Parisian Life

On the hunt for “La Bièvre…”

What’s la Bièvre?! A marvellous… ghost! Its legacy still has Parisians dreaming today. The notion that Paris was once split by another river than the Seine seems unlikely today. However… until the dawn of the 20th century a stream ran from its source in the southern suburbs entered Paris at the private gate in Paris’ ancient fortifications at Peupliers, traversed today’s 13th and 5th arrondissements and merged into the Seine at Austerlitz.

It had been diverted, as testified by a street that carries its name, close to Maubert.

The word “Bièvre” itself remains a mystery: it could come from an ancient Celtic word that means beaver (beavers in Paris, what an idea!). But it could also mean brown, because its water was very muddy. It’s actually for this reason that the Bièvre served artisans, leatherworkers, tanners, and dyers. It was thought to have almost magical properties. The celebrated Gobelins manufacturers (of tapestries) could be found on the banks of the river Bièvre. Its also for this reason that the Bièvre quickly became a river full of floating waste.

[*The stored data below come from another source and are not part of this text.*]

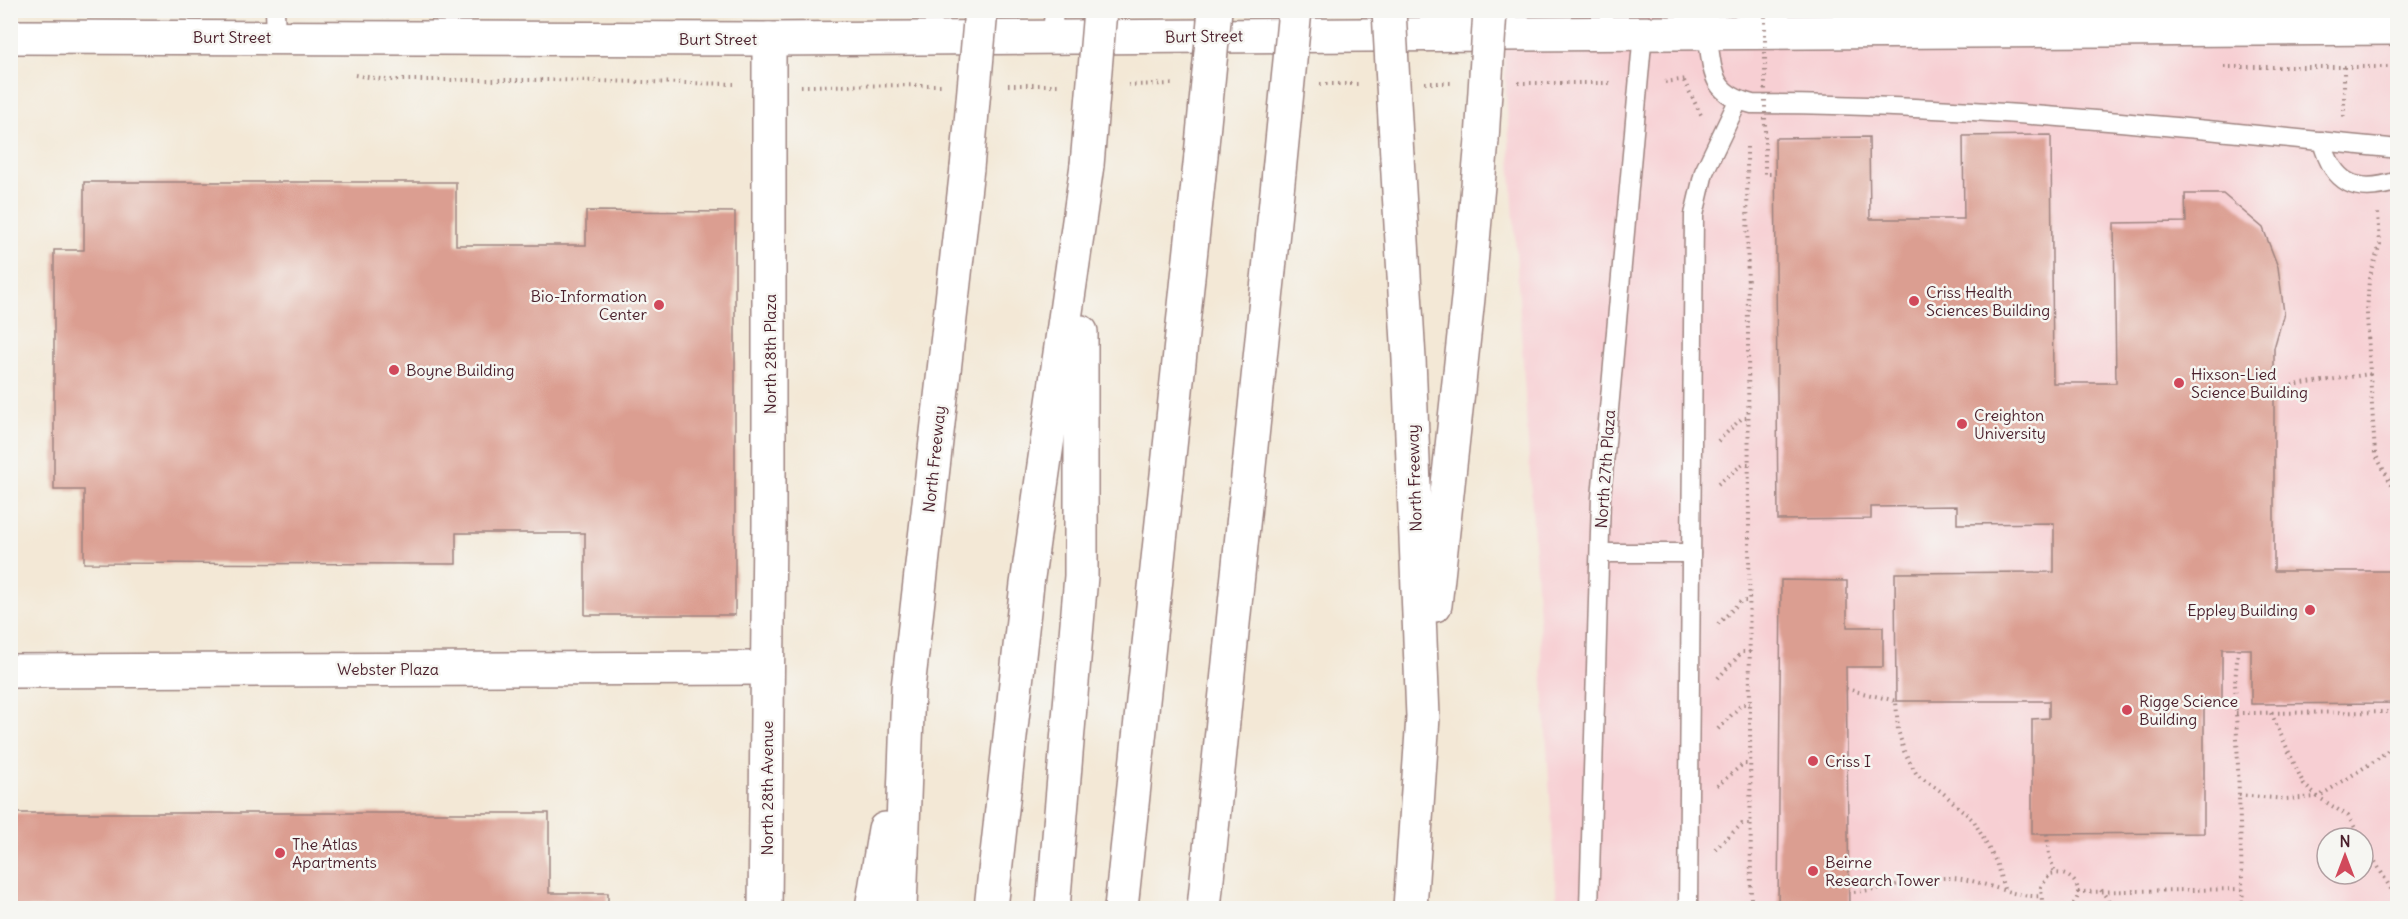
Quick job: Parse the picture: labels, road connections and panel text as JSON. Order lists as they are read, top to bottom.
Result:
{
  "streets": {
    "main road": [
      "Burt Street",
      "North 28th Plaza",
      "North Freeway",
      "Webster Plaza",
      "North 28th Avenue"
    ],
    "lane": ["North 27th Plaza"]
  },
  "crossings": [
    ["Burt Street", "North 28th Plaza"],
    ["Burt Street", "North 27th Plaza"],
    ["North 28th Plaza", "Webster Plaza"],
    ["North 28th Plaza", "North 28th Avenue"],
    ["Webster Plaza", "North 28th Avenue"]
  ],
  "places": [
    "Criss Health Sciences Building",
    "Bio-Information Center",
    "Boyne Building",
    "Hixson-Lied Science Building",
    "Creighton University",
    "Eppley Building",
    "Rigge Science Building",
    "Criss I",
    "The Atlas Apartments",
    "Beirne Research Tower"
  ],
  "north": "top"
}
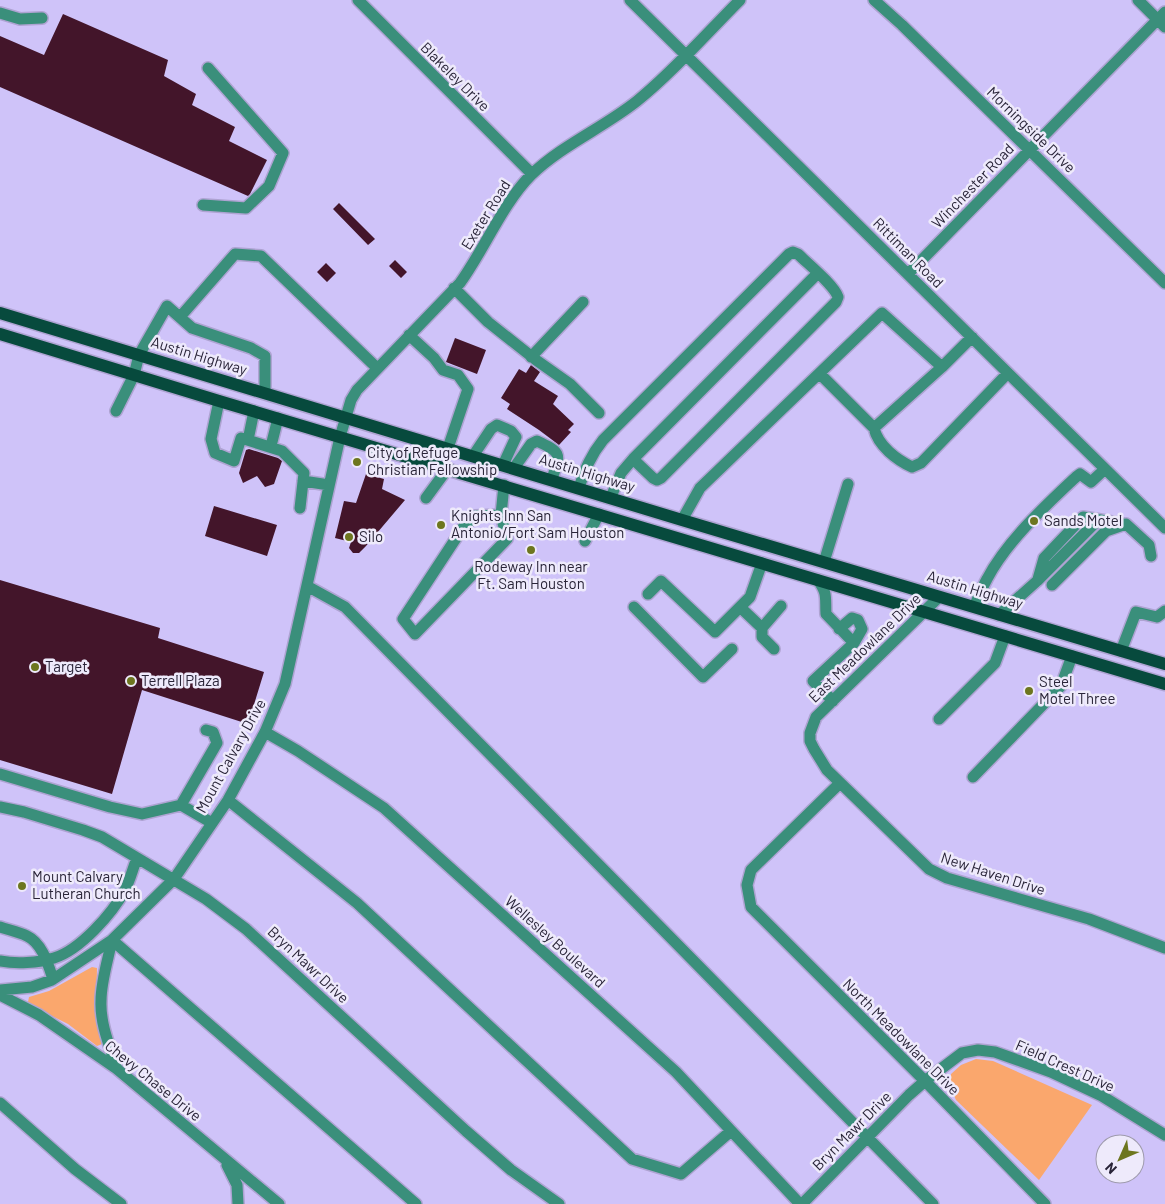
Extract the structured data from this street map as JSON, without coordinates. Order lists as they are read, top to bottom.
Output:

In the end, the Bièvre was nothing more than a charming country brook, straddled by six bridges and bordered by windmills like those depicted in paintings by Carnavalet. Fascinated, the writer Huysmans studied it and nicknamed it the “moving dungheap”…

In the 19th century the decision was made to cover it, to contain its harmful gasses. But covering over a river requires levelling off the whole neighbourhood, because there was a real ‘Bièvre valley’. And so the 18th arrondisement’s appearance changed in a few dozen years:  street level had to be raised by 20 metres! The pretty ‘cité florale’ (a pocket neighbourhood in the 13th) replaced one of the Bièvre’s marshes; likewise, the Glacière was a wetland that froze in winter… Since 1912, the Bièvre flows into drains at Antony and flows beneath Paris for some 5km. Some people however, would like to see it revitalised. Paris is THE pipe dream machine after all…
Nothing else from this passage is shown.